- **Exercise**: Output the records precisely as they stand. Pictures are to be skipped.

- **Exercise data**:

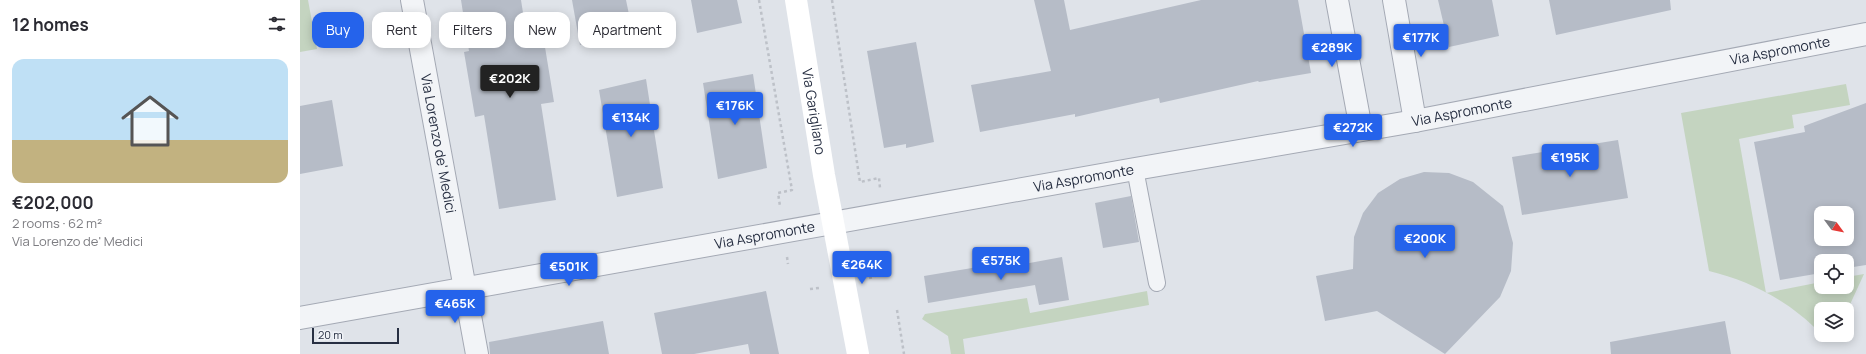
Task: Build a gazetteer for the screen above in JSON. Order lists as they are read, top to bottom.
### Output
{
  "streets": {
    "main road": ["Via Garigliano"],
    "street": ["Via Aspromonte", "Via Lorenzo de' Medici"]
  },
  "crossings": [
    ["Via Aspromonte", "Via Garigliano"],
    ["Via Aspromonte", "Via Lorenzo de' Medici"]
  ],
  "scale_bar": "20 m",
  "north": "bottom right",
  "page": {
    "heading": "12 homes",
    "chip": [
      "Buy",
      "Rent",
      "Filters",
      "New",
      "Apartment"
    ],
    "price": [
      "€177K",
      "€289K",
      "€202K",
      "€176K",
      "€134K",
      "€272K",
      "€195K",
      "€200K",
      "€575K",
      "€264K",
      "€501K",
      "€465K"
    ],
    "list": [
      {
        "name": "€202,000",
        "note": "2 rooms · 62 m² · Via Lorenzo de' Medici"
      }
    ],
    "scale": "20 m"
  }
}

- **Exercise response**:
Task: Build a gazetteer for the screen above in JSON. Order lists as they are read, top to bottom.
### Output
{
  "streets": {
    "main road": ["Via Garigliano"],
    "street": ["Via Aspromonte", "Via Lorenzo de' Medici"]
  },
  "crossings": [
    ["Via Aspromonte", "Via Garigliano"],
    ["Via Aspromonte", "Via Lorenzo de' Medici"]
  ],
  "scale_bar": "20 m",
  "north": "bottom right",
  "page": {
    "heading": "12 homes",
    "chip": [
      "Buy",
      "Rent",
      "Filters",
      "New",
      "Apartment"
    ],
    "price": [
      "€177K",
      "€289K",
      "€202K",
      "€176K",
      "€134K",
      "€272K",
      "€195K",
      "€200K",
      "€575K",
      "€264K",
      "€501K",
      "€465K"
    ],
    "list": [
      {
        "name": "€202,000",
        "note": "2 rooms · 62 m² · Via Lorenzo de' Medici"
      }
    ],
    "scale": "20 m"
  }
}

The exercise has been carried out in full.